January 2006


It’s important for everyone with fair skin (and not so fair skin too) to take on board a simple fact. The UV from the sunshine in Australia will take the skin off you – literally.

People get sunburnt here much, much faster than in the Mediterranean. I’d say the sunshine in Australia is stronger than in the Greek Islands by the same amount as the Greek Islands are stronger than the south of England.

If you expose unprotected skin to the sun for half an hour here at midday here you could be burnt badly.

I’d never been a regular hat wearer until I came here. The first few days here – and ears and nose burnt so badly that the pain was excruciating – changed all that. At this time of year, I’ve learnt not to go outside for more than a few minutes between 9am and 3pm. If I really have to, I wear sunblock, hat and sunglasses and move quickly from one clump of shade to the next.

Fortunately the sun rises at around 5am in summer in Brisbane so you can get in plenty of outdoor activity before it gets really strong.

If you’re coming here in summer for the first time, please be safe rather than sorry. Cover up until you can judge safely for yourself the extreme effects of the Australian sun.

Very sad reading about the young lady killed by sharks just off the coast near Brisbane. I’ve been myself to the island (Amity Point – a weird coincidence with Jaws being set on Amity Island.). Amity is a beautiful place with clean, white sand and calm shallow water. Apparently the water was muddier than usual when the attack happened.

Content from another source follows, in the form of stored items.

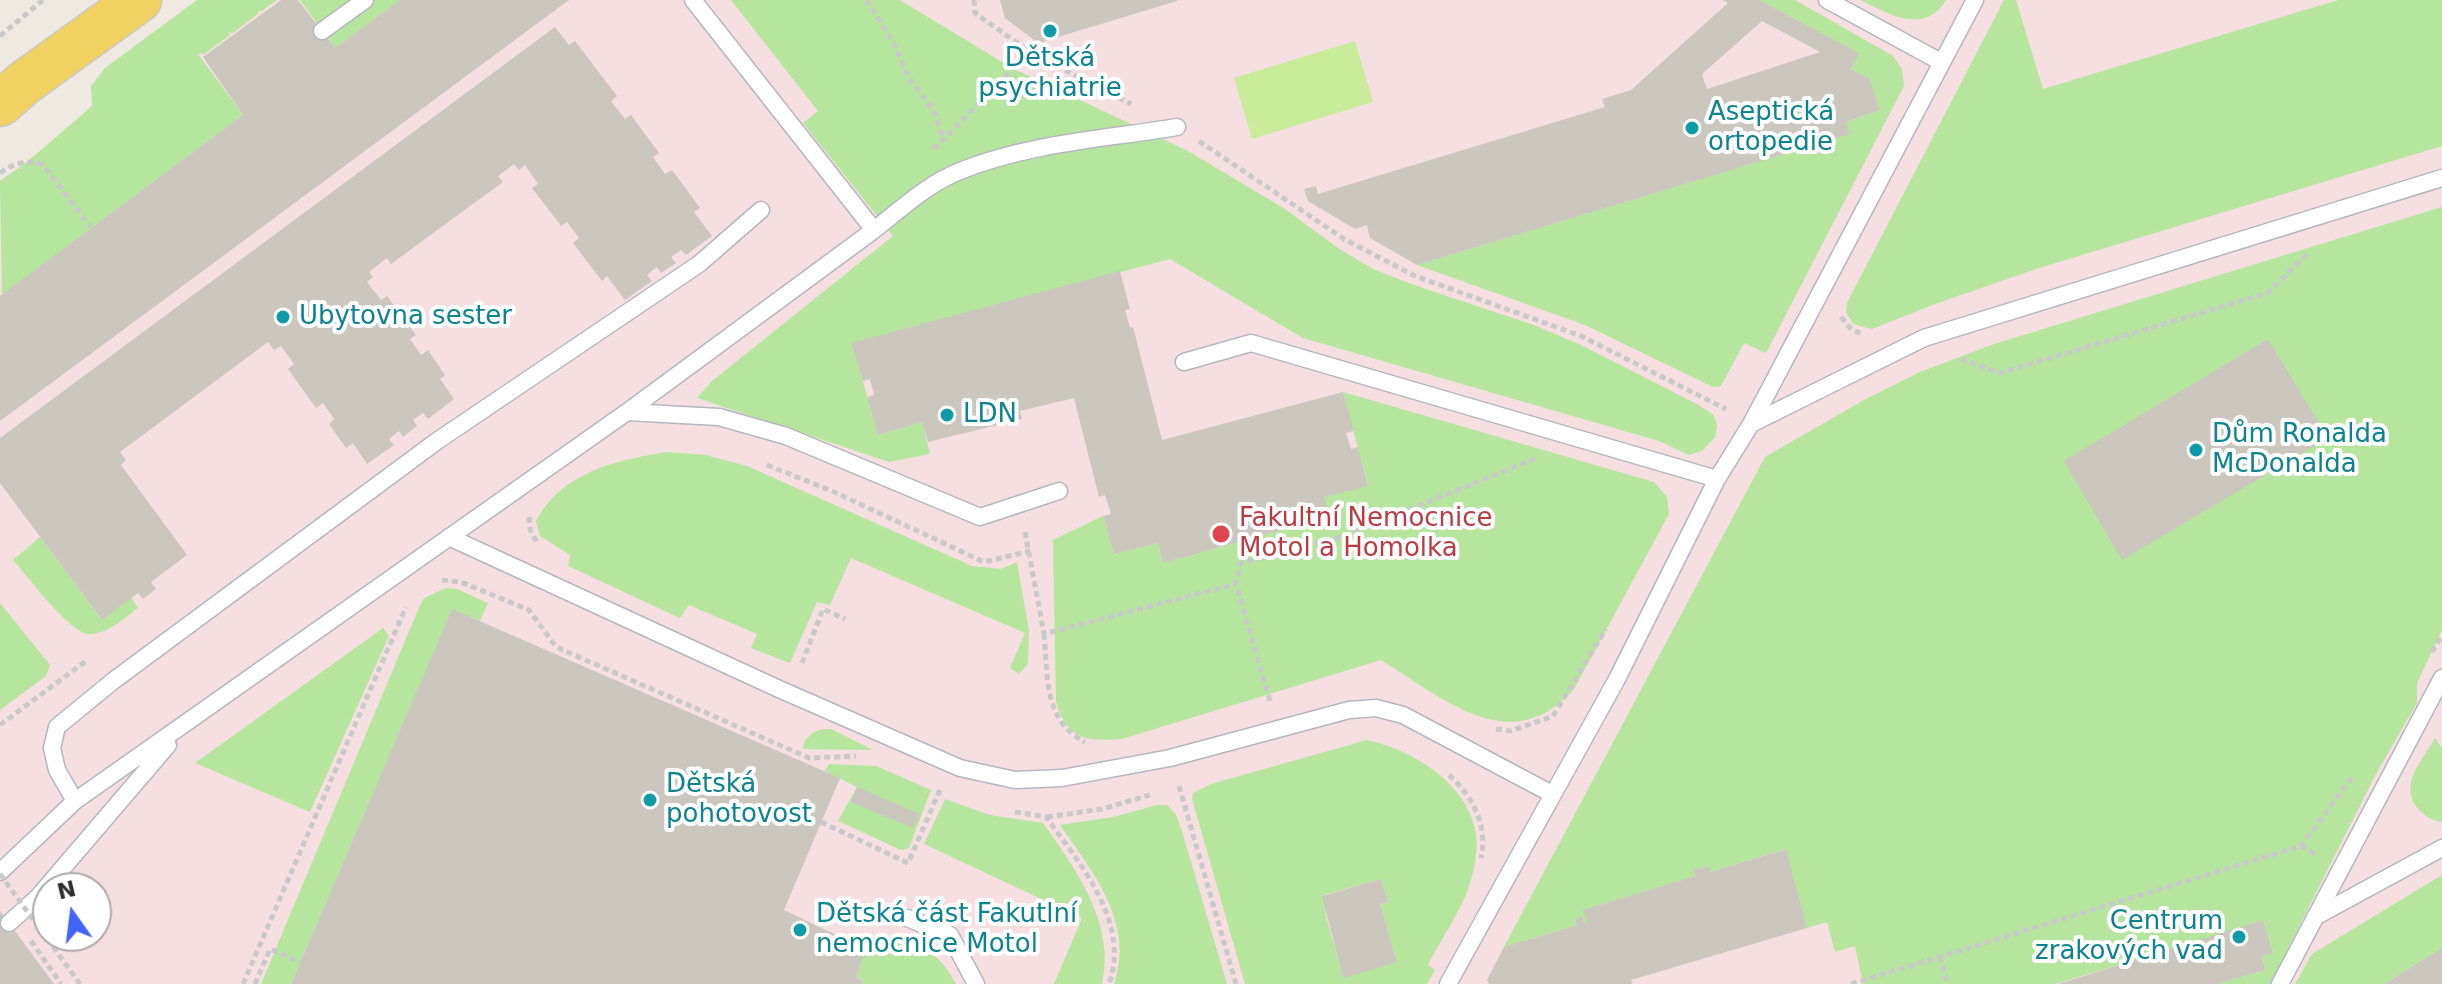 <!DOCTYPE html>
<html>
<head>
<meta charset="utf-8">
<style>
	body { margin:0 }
	#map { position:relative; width:2442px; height:984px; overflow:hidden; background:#efe9e1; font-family:"DejaVu Sans",sans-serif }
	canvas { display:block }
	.north { position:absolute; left:32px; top:872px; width:80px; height:80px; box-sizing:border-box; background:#fff; border:2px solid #ababab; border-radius:50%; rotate:346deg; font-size:22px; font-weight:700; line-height:32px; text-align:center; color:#2e2e2e }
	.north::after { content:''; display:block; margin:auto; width:28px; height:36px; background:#4264fb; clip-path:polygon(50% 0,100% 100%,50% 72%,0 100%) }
</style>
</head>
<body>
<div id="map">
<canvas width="2442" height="984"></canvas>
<div class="north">N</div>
</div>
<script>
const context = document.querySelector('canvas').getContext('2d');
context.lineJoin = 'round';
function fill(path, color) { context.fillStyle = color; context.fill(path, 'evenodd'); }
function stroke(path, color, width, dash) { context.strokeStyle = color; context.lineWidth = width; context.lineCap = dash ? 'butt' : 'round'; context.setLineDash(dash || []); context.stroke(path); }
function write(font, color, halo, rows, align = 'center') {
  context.font = font + ' "DejaVu Sans",sans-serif'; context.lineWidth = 8; context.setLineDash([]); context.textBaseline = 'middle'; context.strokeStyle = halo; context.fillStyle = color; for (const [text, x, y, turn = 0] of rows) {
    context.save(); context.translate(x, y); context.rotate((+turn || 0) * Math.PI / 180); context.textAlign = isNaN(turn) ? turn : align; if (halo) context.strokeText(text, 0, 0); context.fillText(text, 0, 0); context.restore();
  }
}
const medical = new Path2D(`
	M245,0h2197v984h-2442v-804zM48,888h48v48h-48z`);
const green = new Path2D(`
	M197,0h80l-15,11h-4l1,2 -26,20 -5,-1 2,3 -27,20 -2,-2 -3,1 45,61 -241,180 -2,-114 27,-19 65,-56 -1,-20 14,-18z
	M300,0h100l-65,48z
	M731,0h169l112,68 176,83 97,58 53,39 35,21 41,16 120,40 47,20 114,58 19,12 3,11 -2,11 -13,14 -13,4 -30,-14 -356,-103 -133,-79 -318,84 26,92 44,-13 8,32 -41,8 -192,-64 15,-17 181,-145 -90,-113 15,-12z
	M1759,0h36l98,56 9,13 2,17 -138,267 -22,-10 -23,43 -8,1 -128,-62 -168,-60 432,-131 -3,-12 34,-12 -10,-30 -19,-11 7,-16z
	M1861,0h85c-20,35 -57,15 -85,0z
	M2004,0h12l27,89 295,-89h104v146l-406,123 -101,35 -63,25 -19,-5 -7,-12 1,-9z
	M2442,207v423l-25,53v20l-40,69 -107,212h-52l47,-14 -3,-14 11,-4 -10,-31 -208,63h-192l-8,-38 -20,6 -8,-30 -20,6 -22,-79 -74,23 -3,-6 -14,4 1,6 -111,34 3,12 -3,1 -5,-5 -4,1 2,6 -73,22 261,-490 99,-57 56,-28 74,-28z
	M1343,392l311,90 13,15 2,17 -95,175c-63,72 -132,8 -193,-29l-259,79c-35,3 -56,0 -66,-38l-3,-161 50,-24 11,38 44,-11 5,20 165,-46 -4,-20 44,-12z
	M667,452l39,3 41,11 225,100 29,3 16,-7 12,69 -1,33 -9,10 -9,-6 15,-35 -174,-75 -21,47 -13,-3 -27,61 -39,-15 6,-14 -68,-29 -9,13 -112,-52 2,-11 -30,-19 -4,-15c26,-49 80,-61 131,-69z
	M40,537l61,82 30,-22 7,11c-15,11 -30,26 -49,26 -19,0 -62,-59 -76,-74z
	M446,588l11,1 31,14 -8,18 -28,-11 -161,374h-30l157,-374 6,-12z
	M0,603l50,62 -4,11 -46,34z
	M383,628l6,8 -79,176 -115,-49z
	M821,729h10l42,21 -70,-1c1,-11 8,-16 18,-20z
	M2435,738l7,10v74c-20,-3 -37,-22 -30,-43 4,-14 16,-28 23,-41z
	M1367,740c43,9 98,41 108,89 4,15 0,39 -5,54 -7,25 -30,58 -42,82l7,5 -8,14h-182l-53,-185 1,-6 18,-9zM1381,879l7,23 -8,2 17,58 -54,15 -18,-64 3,-1 -5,-17z
	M829,764l47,2 55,24 -22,58 -8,2 -63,-29 19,-34 -32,-16z
	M945,799l45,16 53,8c33,46 73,102 59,161h-48l28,-66 -158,-74z
	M1157,805h10l8,8 6,15 46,156h-113c21,-62 -21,-111 -54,-159l53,-8z
	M2442,875v73l-58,36h-89l17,-30z
	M879,939c40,10 56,5 77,45h-94l1,-4 -7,-3 10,-28z`);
const pitch = new Path2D(`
	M1355,41l18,61 -121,37 -18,-61z`);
const building = new Path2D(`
	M281,0h17l37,48 65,-48h169l-569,421v-125l243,-181 -40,-58z
	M1000,0h177v1l-139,42 -33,-25z
	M1722,0h37l100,53 -8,16 19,10 10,31 -34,12 4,12 -433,131 -47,-27 -3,-13 -12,4 -47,-28 -4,-12 12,-3 2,8 287,-87 -3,-8 29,-9 97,-87zM1762,21l58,31 -113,37 -5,-15z
	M555,27l14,18 6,-4 42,55 -6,5 14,18 6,-4 28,38 -6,4 12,17 7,-4 28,38 -6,4 18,24 -26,19 -5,-5 -10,7 5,6 -15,10 -4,-6 -10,8 5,6 -27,19 -18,-24 -5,5 -29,-38 6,-5 -12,-16 -6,4 -29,-38 6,-4 -13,-19 -6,5 -5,-6 -16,12 5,6 -112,82 -4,-6 -18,14 4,5 -6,5 14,18 6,-4 29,39 -6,4 11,16 7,-5 17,25 -5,4 14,20 -26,20 -5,-6 -10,7 4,6 -14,11 -4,-6 -10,8 5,6 -27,19 -14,-21 -7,5 -17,-24 5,-5 -11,-16 -7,5 -28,-39 6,-5 -13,-18 -7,4 -6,-8 -148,110 6,8 -5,5 66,90 -36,27 5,7 -13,10 -5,-6 -36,27 -102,-137v-45z
	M1120,271l10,38 -5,1 5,18 3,-1 29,113 181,-48 11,39 -8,2 5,16 7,-2 10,39 -44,11 5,20 -166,46 -5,-20 -44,11 -11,-38 8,-2 -6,-19 -6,2 -25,-99 -54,13 2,8 -94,23 -6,-20 -44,13 -11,-38 7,-2 -4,-16 -7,2 -12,-38z
	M2268,339l60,99 -206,122 -58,-99z
	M452,609l388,169 -56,132 82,39 -10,28 7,4 -1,3h-571z
	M857,787l63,27 -7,14 -62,-26z
	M1786,849l21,79 -176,52 1,4h-143l-2,-4 17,-33 73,-22 -2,-6 7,-3 2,7 3,-1 -4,-12 112,-34 -2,-6 16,-4 2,6z
	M1381,879l7,23 -8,2 17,58 -54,16 -21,-82z
	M0,911l9,12 45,61h-54z
	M2263,920l10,33 -11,3 3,14 -47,14h-160z
	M2442,948v36h-58z`);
const path = new Path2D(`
	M867,0l28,45 14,33 24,31 11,31
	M974,0l1,13 58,41 98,50
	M0,36l43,-36
	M1199,141l145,98 71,37 166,60 145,73
	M934,149l96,-98
	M0,173c14,-10 27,-14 43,-8l48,62
	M1841,317l11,13 11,4
	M1961,359l39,14 268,-80 40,-40
	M767,465l65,26 152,71 46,-11
	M529,517l1,12 8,16
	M1025,532l19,102 192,-50
	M442,580l19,2 68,28 27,37 253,111 47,-2
	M1044,634c4,41 -1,87 41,108
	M2432,652l10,-16
	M802,663l21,-54 22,10
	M1270,701l-34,-117 5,-21 100,-26 196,-79
	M0,725l86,-64
	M1496,729l15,2 42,-15 53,-87
	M1449,775c24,22 39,50 32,83
	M1179,786l57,198
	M1015,812l31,5c34,47 85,105 63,167
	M1047,817l55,-8 48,-14
	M821,822l87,41 32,-73
	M2301,846l16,9
	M31,941l30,43
	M1940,956l8,28
	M243,984l163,-377
	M255,984l15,-35 30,13
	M1851,984l450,-138 51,-68`);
const service = new Path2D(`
	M1827,0l114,62
	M322,31l43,-31
	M874,230c27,-21 55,-47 86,-59 69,-28 145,-32 217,-44
	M1184,362l67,-19 466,136
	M627,412l92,5 67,19 194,81 79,-26
	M1751,424l173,-86 518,-160
	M449,537l330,152 181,79 55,12 47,-2 108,-20 179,-48 27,-2 27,7 149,79
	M75,801l-18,-31 -5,-22 5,-21 56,-46 324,-240 262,-177 62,-54
	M0,872l75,-71 552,-389 247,-182 -181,-230
	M2315,917l127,-69
	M907,918l43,17 26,49
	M9,923l29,-26 130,-152
	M1448,984l169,-305 100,-200 34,-55 224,-424
	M2280,984l162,-306`);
const primary = new Path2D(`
	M0,104l24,-21 115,-83`);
const pathBridge = new Path2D(`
	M0,874l80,110`);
const markers = [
	[1050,31,8,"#0f9aa8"],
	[1692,128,8,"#0f9aa8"],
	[283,317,8,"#0f9aa8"],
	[947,415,8,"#0f9aa8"],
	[2196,450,8,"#0f9aa8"],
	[1221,534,10,"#e0444e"],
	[650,800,8,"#0f9aa8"],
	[800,930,8,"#0f9aa8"],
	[2239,937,8,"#0f9aa8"]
];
const cultureNames = [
	["Dětská",1050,59,"center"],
	["psychiatrie",1050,89,"center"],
	["Aseptická",1708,113],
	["ortopedie",1708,143],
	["Ubytovna sester",299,317],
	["LDN",963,415],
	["Dům Ronalda",2212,435],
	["McDonalda",2212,465],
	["Dětská",666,785],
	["pohotovost",666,815],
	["Dětská část Fakutlní",816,915],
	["nemocnice Motol",816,945],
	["Centrum",2223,922,"right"],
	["zrakových vad",2223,952,"right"]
];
const healthNames = [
	["Fakultní Nemocnice",1239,519],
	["Motol a Homolka",1239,549]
];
fill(medical, '#f5dfe0');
fill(green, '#b6e59e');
fill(pitch, '#c9ec9a');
fill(building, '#cbc7bf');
stroke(service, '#b4b7c1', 19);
stroke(primary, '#c9c9c9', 47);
stroke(path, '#c9c9c9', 5, [6, 4]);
stroke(service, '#fff', 16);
stroke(primary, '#f2d163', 44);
stroke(pathBridge, '#c9c9c9', 5, [6, 4]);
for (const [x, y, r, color] of markers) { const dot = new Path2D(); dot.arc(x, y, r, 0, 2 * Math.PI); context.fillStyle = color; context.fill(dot); stroke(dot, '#fff', 3); }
write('26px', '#0d838f', '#fff', cultureNames, 'left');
write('26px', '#be3a42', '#fff', healthNames, 'left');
</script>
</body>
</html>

According to the newspaper,

“Another island visitor, who wanted to be identified only as Jess, 18, said she had been about 20m from the shore when she heard a woman screaming from the beach for her to get out.

“I saw dolphins and thought she might have been talking about them,” she said.
Amity Point fisherman Miles Scott, owner of Fresh Local Seafood at Amity Point, said locals had long been concerned about sharks.

“We’ve been waiting for this for a long time. We’ve always thought someone was going to be taken here.
“I’m a crabber and at this time of the year massive bull sharks come over the bar.

“It’s nothing to see 10 or a dozen bull sharks under our boat when we are crabbing and they are really aggressive – they are not like normal sharks.”

Rod Farrell, who owns Amity Point Waterfront Cabins, said the woman had been swimming in a channel that locals avoided.

“We’re forever telling little ones and tourists not to swim late in the afternoon or at night, especially in the summer,” he said.

Water police and parks and wildlife staff plan to search for the shark this morning, with a 2km stretch of beach to be closed during the hunt.

Will it put me off swimming? Putting it in perspective, more people in Australia are killed by bee stings than sharks. I think I’ll stick to beaches with shark nets for a while though.

Australia works hard at attracting British people to move here. There is sometimes an element of over-projecting an image of Australia as the land of milk and honey but most Poms who move here don’t regret it. The quality of life is better here for most of us.

If there’s one thing the Aussies love to crow about, it’s their sporting success. Beating the Poms is their greatest ambition. Reading a press release from the Minister of Immigration (Senator Amanda Vanstone) a few days ago made me smile. She said:

“People arrived from more than 200 countries, with the largest influx coming from the United Kingdom. A total of 18 220 now call Australia home – maybe keen to be part of a successful sporting nation!”

http://www.minister.immi.gov.au/media_releases/media05/v05164.htm

I hope the minister and her advisors are more on the ball with immigration matters than they are with sport because – whisper it- The Poms beat Australia in Sydney to take the Rugby World Cup in 2003 and we’ve just won back the Ashes.